James F. Dibble, 29, is on trial in Fulton County Court, accused of murdering his mother at her home in Ephratah last year.
This newspaper requested the court let its photographer take pictures of the trial. After all, the public has a right to see that justice is being carried out.
Fulton County Court Judge Polly Hoye denied the request. The only consolation given was that a photographer could be in the courtroom during sentencing if Dibble is found guilty.
This newspaper – and plenty of other media groups in New York state – have run into this problem before with state and local courts.
While some judges have been permitting still-camera photographers on a limited case-by-case basis, Chief Judge Jonathan Lippman, who presides at the state Court of Appeals, has noted access is cumbersome and requires judges to navigate an outdated law. That law was passed 60 years ago and prohibits audiovisual coverage of public proceedings where witnesses are subpoenaed or otherwise compelled to testify.

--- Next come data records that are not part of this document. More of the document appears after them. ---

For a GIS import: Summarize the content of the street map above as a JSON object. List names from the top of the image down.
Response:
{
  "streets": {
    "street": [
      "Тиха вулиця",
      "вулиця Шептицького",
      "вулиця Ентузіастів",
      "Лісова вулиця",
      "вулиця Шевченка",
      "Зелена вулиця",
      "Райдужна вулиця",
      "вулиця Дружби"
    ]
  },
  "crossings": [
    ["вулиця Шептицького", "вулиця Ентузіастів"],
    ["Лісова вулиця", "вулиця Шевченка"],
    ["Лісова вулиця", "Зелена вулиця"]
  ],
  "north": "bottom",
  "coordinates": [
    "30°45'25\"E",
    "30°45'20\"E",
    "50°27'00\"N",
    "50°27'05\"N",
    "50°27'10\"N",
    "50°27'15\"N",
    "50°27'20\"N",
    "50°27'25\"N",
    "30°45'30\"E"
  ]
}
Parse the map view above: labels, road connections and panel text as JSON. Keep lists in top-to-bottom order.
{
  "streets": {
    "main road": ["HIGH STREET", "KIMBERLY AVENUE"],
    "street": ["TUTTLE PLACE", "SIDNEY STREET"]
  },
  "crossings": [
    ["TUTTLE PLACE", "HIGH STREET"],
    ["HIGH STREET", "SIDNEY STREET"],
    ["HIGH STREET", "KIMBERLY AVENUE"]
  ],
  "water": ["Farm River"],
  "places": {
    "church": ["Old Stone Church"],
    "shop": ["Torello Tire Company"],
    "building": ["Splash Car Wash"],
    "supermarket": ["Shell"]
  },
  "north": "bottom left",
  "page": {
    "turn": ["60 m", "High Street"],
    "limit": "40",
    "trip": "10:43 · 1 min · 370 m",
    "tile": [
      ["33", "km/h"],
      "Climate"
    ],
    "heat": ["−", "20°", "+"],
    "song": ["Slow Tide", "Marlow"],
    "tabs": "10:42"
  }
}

Attorneys do not unanimously agree on whether cameras should be in courtrooms.
While the New York State Bar Association Committee has recommended allowing cameras in courtrooms, the New York State Defenders Association opposes the idea. The association claims broadcasting the proceedings threatens the right to a fair trial because of adverse publicity.
As we have noted before, we disagree. In 1987, the state authorized experimental programs in which judges could allow audiovisual coverage of proceedings. When the last program ended in 1997, the state refused to renew the access. The experimental programs showed no evidence that video cameras during trials caused any miscarriage of justice.
State lawmakers should make it a priority to allow cameras – still and video – into courtrooms.
We want to show the public what happens in a courtroom – something that is inherently in the public’s best interest.